While the upper levels of the building did not see much use, the ground floor housed a number of tenants over the years, including Hendel's original fruit store. Although it eventually outgrew the space, the company survived until the 1980s. (Hendel himself died in 1945 in Miami Beach.) Another successful tenant was a lunch counter called Raywell's, which operated from 1938 to 1979. Patrons of the restaurant sat on stools with their backs to the street, facing a narrow counter with about 18 in of space behind for the employees—too narrow for the two waitresses to pass each other. A grill was installed in the corner. The building has housed various businesses since Raywell's closed and as of 2015 was occupied by a clothing store.

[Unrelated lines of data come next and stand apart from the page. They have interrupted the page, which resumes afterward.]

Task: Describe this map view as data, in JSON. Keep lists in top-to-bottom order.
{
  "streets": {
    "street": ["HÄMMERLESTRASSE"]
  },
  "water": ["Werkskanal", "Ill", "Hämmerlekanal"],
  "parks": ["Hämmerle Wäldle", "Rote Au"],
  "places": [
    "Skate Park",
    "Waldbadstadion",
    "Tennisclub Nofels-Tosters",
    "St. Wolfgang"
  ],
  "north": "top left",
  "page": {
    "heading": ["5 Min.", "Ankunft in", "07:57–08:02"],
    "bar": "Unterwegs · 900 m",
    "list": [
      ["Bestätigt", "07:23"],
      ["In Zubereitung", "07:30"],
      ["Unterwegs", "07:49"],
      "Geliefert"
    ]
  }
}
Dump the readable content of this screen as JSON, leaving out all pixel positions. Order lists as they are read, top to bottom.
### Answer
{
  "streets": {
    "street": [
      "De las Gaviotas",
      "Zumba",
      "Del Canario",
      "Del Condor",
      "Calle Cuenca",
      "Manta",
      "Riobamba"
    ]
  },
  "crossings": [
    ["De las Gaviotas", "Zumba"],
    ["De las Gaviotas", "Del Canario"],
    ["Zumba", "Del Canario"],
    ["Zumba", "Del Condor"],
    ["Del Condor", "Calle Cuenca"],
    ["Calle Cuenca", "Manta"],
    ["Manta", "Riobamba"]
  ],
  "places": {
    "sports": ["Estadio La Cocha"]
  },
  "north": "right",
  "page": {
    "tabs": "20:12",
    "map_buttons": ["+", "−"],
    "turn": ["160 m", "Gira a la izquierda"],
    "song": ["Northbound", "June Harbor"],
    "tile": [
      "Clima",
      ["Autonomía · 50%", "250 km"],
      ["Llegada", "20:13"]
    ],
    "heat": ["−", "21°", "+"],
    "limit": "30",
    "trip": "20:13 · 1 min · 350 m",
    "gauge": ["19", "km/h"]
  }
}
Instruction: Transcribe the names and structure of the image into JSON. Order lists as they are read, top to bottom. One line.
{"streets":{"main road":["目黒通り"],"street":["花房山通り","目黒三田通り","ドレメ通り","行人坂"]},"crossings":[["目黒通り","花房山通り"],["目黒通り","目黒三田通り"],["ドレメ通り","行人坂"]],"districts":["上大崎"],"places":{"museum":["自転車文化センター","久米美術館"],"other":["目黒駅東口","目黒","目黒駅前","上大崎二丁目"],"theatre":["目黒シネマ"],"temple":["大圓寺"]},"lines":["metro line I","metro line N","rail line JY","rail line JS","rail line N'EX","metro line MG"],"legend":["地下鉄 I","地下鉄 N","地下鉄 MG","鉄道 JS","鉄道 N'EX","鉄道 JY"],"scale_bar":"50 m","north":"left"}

In 2000, the Hendel Building was proposed for demolition as part of the Market Place redevelopment project, though this ultimately did not come to fruition. However, the debate brought attention to the unusual building. In 2001, community activists turned the upstairs windows into an outward-facing art gallery displaying "images of, variously, graffiti art, vintage strippers and the late sportscaster Myron Cope". It was listed as a contributing property in the Fourth Avenue Historic District when the boundaries of the district were increased in 2013. That same year, the Pittsburgh Urban Redevelopment Authority (URA) bought the building, along with the neighboring Roberts Jewelers building, for $1.3 million. The Pittsburgh History and Landmarks Foundation used leftover money from a state grant to renovate the exteriors of both buildings in 2014.

In 2021, the URA approved the sale of the Skinny Building and Roberts Building to PNC for $1.3 million. As part of the sale, PNC agreed to preserve the exteriors of both buildings and work with preservationists to make sure any changes are historically sensitive. PNC planned to convert the Roberts Building to office space, while the upper floors of the Skinny Building would be used to display art. PNC completed a renovation of the building in 2024.

==Architecture==
The Skinny Building is 80 ft long and 5 ft 2 in wide. It is a three-story, steel-framed building with a brick, wood, and glass facade. The Forbes Avenue elevation is four bays wide with large, multi-pane windows. The windows vary in size, but each has a central casement flanked by large panes on either side, with three or five small multi-pane transom lights above. The short sides of the building, facing Wood Street and Book Way, are one bay wide and have single-pane windows with multi-pane transom lights. The top of the building has a projecting cornice and a hipped tile roof that slopes up toward the neighboring Roberts building. The upper floors are accessed by narrow, steep staircases; there is also reportedly a basement.